Do you not know that staring is considered rude! Two dutiful nobles in a Danish parish church
After the Reformation, the Danish nobility began producing memorials featuring nobles staring directly at the congregation. In this blog entry, I will argue that these staring nobles do not just tell us about a new painting style, because the pictures can also be studied as an image of the elite’s incorporation of Lutheran confessional culture in the second half of the 16th century.
A family church
At the root of the Djursland peninsula lies Hornslet Church. For four centuries starting in 1560, the church belonged to the powerful Rosenkrantz family. On the southern wall of the choir, the first owner Jørgen Rosenkrantz (1523-1596) and his wife Dorte Lange (1541-1613) built a small chapel, and here we find their memorial. The three-meter tall memorial shows the resurrection of Christ, flanked by Rosenkrantz, Lange and their children on each side. The family is praying on their knees, but they do not look towards Christ. Instead, they are staring at the spectators – at us.
Previous studies have underlined that this motif, which is a very common one in churches owned by the Danish nobility, tells a story of the nobility as self-elevated egos. Egos that only cared about the church and the new religion if they could make money out of it. In this blog entry I will try to look at the memorials in another way, mainly by looking for what the memorial wanted to represent, instead of what I think it is representing. By using such a methodological twist I hope to see how power holders in 16th-century Denmark manufactured a sustainable position of power after the Reformation.
The Danish nobility as Larva Dei
To understand what the memorials symbolized, I began studying the many noble death sermons that were held at funerals in the period. These were often published and later read as devotional literature, which was also the case with the death sermons for Rosenkrantz and Lange.
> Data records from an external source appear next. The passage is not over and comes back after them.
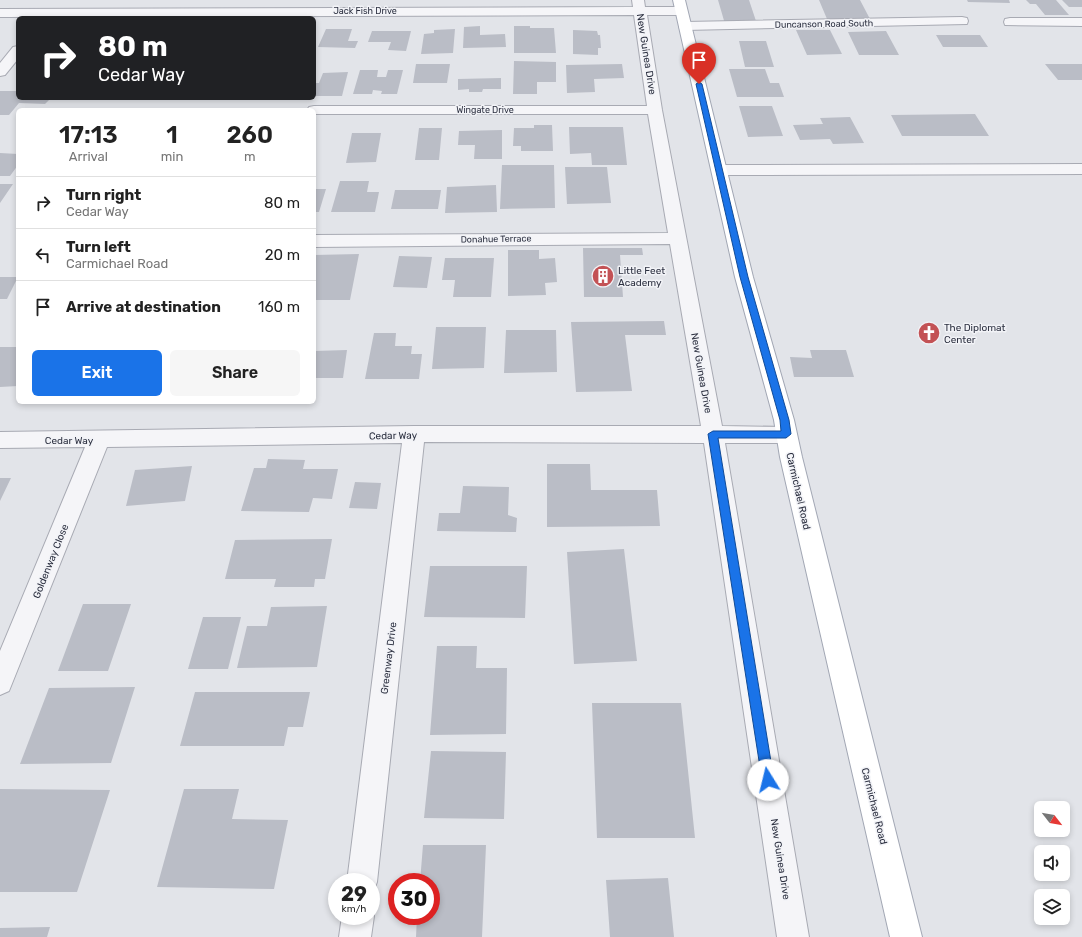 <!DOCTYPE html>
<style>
:root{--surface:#fff;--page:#f6f6f6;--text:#222;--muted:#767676;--line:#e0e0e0;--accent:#1a73e8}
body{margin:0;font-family:Rubik,sans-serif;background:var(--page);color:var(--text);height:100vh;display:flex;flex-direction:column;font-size:15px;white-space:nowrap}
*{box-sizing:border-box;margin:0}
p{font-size:13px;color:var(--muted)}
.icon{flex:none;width:22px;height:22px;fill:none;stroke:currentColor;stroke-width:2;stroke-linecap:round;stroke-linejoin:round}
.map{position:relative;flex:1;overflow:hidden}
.side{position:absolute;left:16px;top:108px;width:300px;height:296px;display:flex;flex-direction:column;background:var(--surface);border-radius:6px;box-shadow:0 2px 6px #0003}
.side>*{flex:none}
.hud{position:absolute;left:16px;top:16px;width:300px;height:84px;border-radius:6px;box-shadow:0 2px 6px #0003;background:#202124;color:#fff;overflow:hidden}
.needle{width:26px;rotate:121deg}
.buttons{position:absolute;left:1034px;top:801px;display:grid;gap:8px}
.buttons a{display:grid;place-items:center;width:36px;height:36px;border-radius:6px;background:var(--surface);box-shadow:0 2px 6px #0003;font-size:20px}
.speed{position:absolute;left:328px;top:873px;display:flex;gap:8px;font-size:20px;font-weight:700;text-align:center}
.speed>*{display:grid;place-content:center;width:52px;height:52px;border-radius:50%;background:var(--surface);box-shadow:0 2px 6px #0003;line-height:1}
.speed small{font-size:10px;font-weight:400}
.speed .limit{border:6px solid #d22;background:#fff;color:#111}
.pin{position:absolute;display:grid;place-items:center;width:34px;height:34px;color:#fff;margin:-41px -17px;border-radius:50% 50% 50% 0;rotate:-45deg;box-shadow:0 0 4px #0007}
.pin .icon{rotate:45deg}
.me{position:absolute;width:44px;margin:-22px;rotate:351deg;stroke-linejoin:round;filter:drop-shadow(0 0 3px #0008)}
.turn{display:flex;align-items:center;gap:14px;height:84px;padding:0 16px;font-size:18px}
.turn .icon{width:52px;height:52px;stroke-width:2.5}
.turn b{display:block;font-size:28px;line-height:34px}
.eta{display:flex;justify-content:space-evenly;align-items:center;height:68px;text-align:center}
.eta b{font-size:24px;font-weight:600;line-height:28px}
.cta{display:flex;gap:8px;margin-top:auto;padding:8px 16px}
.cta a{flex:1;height:46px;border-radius:6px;background:var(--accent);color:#fff;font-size:16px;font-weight:600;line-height:46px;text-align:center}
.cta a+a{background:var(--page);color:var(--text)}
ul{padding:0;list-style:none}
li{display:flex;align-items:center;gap:12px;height:52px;padding:0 16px;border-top:1px solid var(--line)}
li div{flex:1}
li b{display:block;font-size:15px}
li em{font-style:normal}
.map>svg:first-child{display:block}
</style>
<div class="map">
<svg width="1082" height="937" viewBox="0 0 1082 937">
<rect width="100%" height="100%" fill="#e2e4e9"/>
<path fill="#babdc6" d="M718 0H749L757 24H725Z
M819 0H860L870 19H827Z
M967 0H1009L1010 3 968 2Z
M1026 0H1056L1069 15H1045L1036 4H1030Z
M1062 0H1082V7H1069Z
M480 26V35L505 34 506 47 463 48 464 27Z
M514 26H530V28H554L556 53H514Z
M326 29H352L348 41H358L355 48 318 47Z
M455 29 453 53 421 54 424 34 434 33V30Z
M573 30 597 31 598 35H600L601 48H598V55L573 54Z
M796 30H830L842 54 807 55Z
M372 31H411L406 51 388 50 391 42H368Z
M886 31 899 55H859L848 32Z
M936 35H980L988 47H943Z
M739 41H766L774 67H745Z
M514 61 556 62V82H537V94H513Z
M416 64H450L447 83H413Z
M622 64 624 78 594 79 595 92 567 93 566 65Z
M1045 64H1082V80H1058Z
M729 69H765L770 83H779L784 97H737Z
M360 70H378L377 77H386L388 70H403L397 94H381L382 91 373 90 372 94H353Z
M348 72 342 96H314V83H319L323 73Z
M501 78V89H483L482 92H469V89L458 90V79Z
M0 91H18V98H51L45 104 19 103 9 115H0Z
M739 106H772L783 136 748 137Z
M975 114 989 136H902L891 115Z
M850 117 864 143 833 144 830 139 800 140 793 125 823 124 820 118Z
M534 125H552L553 151H521V146H513L514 128H534Z
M569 127H623L627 165H592L591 153 570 154Z
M419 128H442L439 160H415Z
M502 130V159H474L475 145H458L459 131Z
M352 133H381L376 162 346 163Z
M0 153 18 154V165L10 176H0Z
M502 165H554L555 208 500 209Z
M565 167H607L611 203 567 204Z
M340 181H369L367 192H379L375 212H331Z
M0 184H13L0 203Z
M496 185 497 212 445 213 447 187Z
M314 189H326L319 212H314Z
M395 190H441L438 209H391Z
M583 248H642L643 255H620L623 297H584Z
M508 250H539V259L555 258 557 282 545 283 546 295 508 296Z
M359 254 350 300H314V255Z
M399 256 432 257 427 288 393 287Z
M445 258H494L491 297H453L455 280H442Z
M0 277H18L7 299H0Z
M664 321 666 335H625L632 391 576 392 571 322Z
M436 327H486L484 368 432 369Z
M506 330H556L557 372 504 373Z
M374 333H396L395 346H412L411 354H422L419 379H365Z
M0 347H18V386L0 387Z
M347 350 343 378H314V351Z
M810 350H846L854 377H794L790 357 812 358Z
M268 459 305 460 303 469H338L332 499 313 498 309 512 241 511 254 468H266Z
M547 464H590L591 490H657L660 526 547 527Z
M192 466 185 501 126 506 135 470Z
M0 478H11L0 501Z
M355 482 381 483 377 509 349 508Z
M463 486 509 487 508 515 517 518 516 532 437 531 439 513H460Z
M332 539 325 579H315L314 587H274L276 579H225L235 540Z
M624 549 637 661 574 664 567 552Z
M430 566H527L525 618 424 617Z
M83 604H131L108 671H58Z
M327 606 317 667 237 668 247 626H267L271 607Z
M203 617H241L228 669H188Z
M437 646H477L476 668H507L506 734 430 735Z
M135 687 111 763 20 764 49 688Z
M195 692H310L303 727H288L284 746H180Z
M592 703H681L695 838H597Z
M431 751 506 752 504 819 424 818Z
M0 789 110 790 77 892H0Z
M184 789H239L232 819 288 820 274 889 157 887Z
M423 845H486L482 937H416L417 916H431V882H420Z
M668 878 674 937H610L606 880Z
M50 927 47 937H0V928Z"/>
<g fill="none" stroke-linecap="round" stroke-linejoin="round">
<g stroke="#a8aab3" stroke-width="2">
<path id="street" d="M632 0H644L645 7H681L685 8 687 11 685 14 681 15H647L662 110 722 426 786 427 794 429 797 435 794 441 786 443H725L809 937H777L704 443 424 442 377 882 373 893 371 894V882H347L402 443 107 447 9 691 0 695V651L85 447 0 448V432L414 426H701L670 244 314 247V235L668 233 648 114H314V110H307L309 107 314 106H647L634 15 0 17V9L633 7Z
M962 17 967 18 968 21 967 24 685 30 680 29 679 26 680 23 685 22Z
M1010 18H1082V26L1005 25 1004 22 1005 19Z
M18 46V59L5 75 0 76V63L13 47Z
M1082 164V174L720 175 714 173 712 170 714 167 720 165Z
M371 910 374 916 371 937H339L342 916H371Z"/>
</g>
<g stroke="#a2a7b4" stroke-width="2">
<path id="primary" d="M673 0H685L753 277 794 420 802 457 922 937H890L780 457 774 420 735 277Z"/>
</g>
<use href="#street" fill="#f5f5f8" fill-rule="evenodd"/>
<use href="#primary" fill="#fff" fill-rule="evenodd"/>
</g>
<path fill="#1a73e8" stroke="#114b97" d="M699 82 702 84 748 277 789 420 791 434 786 438H718L774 780 772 784 768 786 764 784 762 780 708 434 713 431H781L780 420 740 277 696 84Z"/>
<defs>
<g id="building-disc" transform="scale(1.15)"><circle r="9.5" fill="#c35255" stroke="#f2f3f7"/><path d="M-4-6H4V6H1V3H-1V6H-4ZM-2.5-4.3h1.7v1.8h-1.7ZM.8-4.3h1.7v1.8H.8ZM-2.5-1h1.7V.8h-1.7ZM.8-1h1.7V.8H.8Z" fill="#fff"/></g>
<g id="church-disc" transform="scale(1.15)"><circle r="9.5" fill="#c35255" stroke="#f2f3f7"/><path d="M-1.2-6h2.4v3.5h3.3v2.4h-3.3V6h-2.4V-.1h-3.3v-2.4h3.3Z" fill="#fff"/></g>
</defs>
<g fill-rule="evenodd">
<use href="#building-disc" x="603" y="276"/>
<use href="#church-disc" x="929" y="333"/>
</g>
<g text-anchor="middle" stroke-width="3" stroke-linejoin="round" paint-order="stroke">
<g font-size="9" fill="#2c3040" stroke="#f2f3f7">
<text x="365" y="14">Jack Fish Drive</text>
<text transform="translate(824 24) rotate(-1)" y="3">Duncanson Road South</text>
<text x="485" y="113">Wingate Drive</text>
<text transform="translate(496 239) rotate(-1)" y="3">Donahue Terrace</text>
</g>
<g font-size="10" fill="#2c3040" stroke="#f2f3f7">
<text transform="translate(647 54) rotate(81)" y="4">New Guinea Drive</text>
<text transform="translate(702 373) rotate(80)" y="4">New Guinea Drive</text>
<text transform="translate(393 435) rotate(-1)" y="4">Cedar Way</text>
<text x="69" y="444">Cedar Way</text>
<text transform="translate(799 491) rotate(77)" y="4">Carmichael Road</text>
<text transform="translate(50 561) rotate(-68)" y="4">Goldenway Close</text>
<text transform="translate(388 658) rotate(-83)" y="4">Greenway Drive</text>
<text transform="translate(875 806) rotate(76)" y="4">Carmichael Road</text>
<text transform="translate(781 859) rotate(81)" y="4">New Guinea Drive</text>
</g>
<g font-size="10" fill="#2c3040" stroke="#f2f3f7" text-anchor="start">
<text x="618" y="274">Little Feet<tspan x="618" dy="12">Academy</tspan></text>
<text x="944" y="331">The Diplomat<tspan x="944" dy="12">Center</tspan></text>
</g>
</g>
</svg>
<div class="buttons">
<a><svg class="needle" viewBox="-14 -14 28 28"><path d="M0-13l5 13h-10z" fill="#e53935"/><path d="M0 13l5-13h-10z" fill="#767676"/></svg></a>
<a><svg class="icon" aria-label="sound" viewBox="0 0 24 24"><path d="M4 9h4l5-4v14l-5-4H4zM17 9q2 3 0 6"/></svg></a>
<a><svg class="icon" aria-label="layers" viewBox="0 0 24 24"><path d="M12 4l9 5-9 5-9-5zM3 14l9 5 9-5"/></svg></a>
</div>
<div class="speed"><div>29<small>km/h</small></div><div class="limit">30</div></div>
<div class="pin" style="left:699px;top:84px;background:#d93025"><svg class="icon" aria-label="arrive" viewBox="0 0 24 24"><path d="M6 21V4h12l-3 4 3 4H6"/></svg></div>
<svg class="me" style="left:768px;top:780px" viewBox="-20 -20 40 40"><circle r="19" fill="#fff"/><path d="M0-13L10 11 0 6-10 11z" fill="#1a73e8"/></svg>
<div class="hud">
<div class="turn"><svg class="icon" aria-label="right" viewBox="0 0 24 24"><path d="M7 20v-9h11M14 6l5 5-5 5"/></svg><div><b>80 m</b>Cedar Way</div></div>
</div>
<section class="side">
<div class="eta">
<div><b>17:13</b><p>Arrival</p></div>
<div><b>1</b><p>min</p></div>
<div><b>260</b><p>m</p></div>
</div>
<ul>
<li><svg class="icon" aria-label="right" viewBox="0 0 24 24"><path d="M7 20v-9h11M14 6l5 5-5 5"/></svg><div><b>Turn right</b><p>Cedar Way</p></div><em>80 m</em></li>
<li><svg class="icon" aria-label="left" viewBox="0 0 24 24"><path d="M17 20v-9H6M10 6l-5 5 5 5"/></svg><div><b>Turn left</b><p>Carmichael Road</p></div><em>20 m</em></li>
<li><svg class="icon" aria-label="arrive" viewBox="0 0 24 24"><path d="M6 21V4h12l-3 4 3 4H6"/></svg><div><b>Arrive at destination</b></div><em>160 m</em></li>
</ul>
<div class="cta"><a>Exit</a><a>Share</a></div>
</section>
</div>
After reading all the noble sermons from the Danish peerage in a period of about 50 years, I was able to see that these sermons branded the nobility in a certain pattern. In the sermons the nobility were always branded as being chosen directly by God, as images of God on earth – Larva Dei. As a result, commoners had to obey and honor the nobility. If they did not, the sermons emphasized, this was tantamount to not obeying and honoring the Lord himself. This image of the nobility was communicated to the parishioners not only in death sermons, but also in the weekly Sunday sermon, in law materials, devotional literature and in schools.
At the same time, I could also see that the death sermons did not only stress the power and privileges of the nobility, but also emphasized that these privileges were always grounded in the same five duties. If the nobility did not fulfill these duties, they would lose their position as authorities sanctioned by God in Danish society. Their duties, which I will return to below, were not only emphasized in the death sermons, but also underlined (alongside the related privileges) in the Danish Reformation Code of 1536 and in the coronation charters from 1536, 1559 and 1596. The authority of the nobility went hand-in-hand with their duties.
Fear the peasants!
In the sermons I noticed that the nobility were afraid to be perceived as an illegitimate authority and thus risk a rebellion like that of the Reformation itself. In 1534 the nobility had lost a major battle during the peasant revolt. The peasants had rebelled for many reasons, but in particular the peasants in Jutland had revolted against the nobility, because they did not perceive the local authorities as legitimate. After having joined king Christian 3., the nobility won the revolt and the Danish Reformation was completed. But in the sermons I can see that these uprisings had taught the nobility that they could not remain in power unless they were perceived as legitimate authorities. According to the Reformation Code of 1536 and the death sermons for the nobility, a legitimate authority was one that protected a state of order in society. According to the source material, this could be done in five ways. First and foremost the authorities had to be pious and believe in the Lutheran confession. They had to be just and righteous judges. They had to support the poor. They had to consolidate the new Lutheran school system. And finally, they had to support the church and its ministers.
Back to Hornslet
The aim of the memorial to Rosenkrantz and Lange was to confirm that the noble couple had fulfilled all the duties mentioned above. In Rosenkrantz’s death sermon the purpose of the memorial is described as a tool for the nobility to show the parishioners that their lord and lady had fulfilled their duties. For instance, the couple established a poorhouse in the old church barn; they made preparations for a school that their son later established; they created an educational program for the local ministers so they could become better theologians; they worked for a fairer legal community, etc.
And to communicate that Rosenkrantz and Lange had been true and just Christian authorities who had done their duties in the earthly community, they ordered an memorial that did not look at Christ and heaven, as memorials did before the Reformation. Instead, their memorial stared out at the world, at the people who Rosenkrantz and Lange wanted to convince that the nobility had been chosen by God and were therefore rightful authorities.
In other words, this memorial was not just a way for Rosenkrantz and Lange to display their ownership and rights over the local church. It was just as much a way to prove that the nobility fulfilled the duties and obligations of Lutheran society and hence were legal power holders in 16th-century Denmark. What I am now trying to work out is how much of this was branding, and how much was actually true.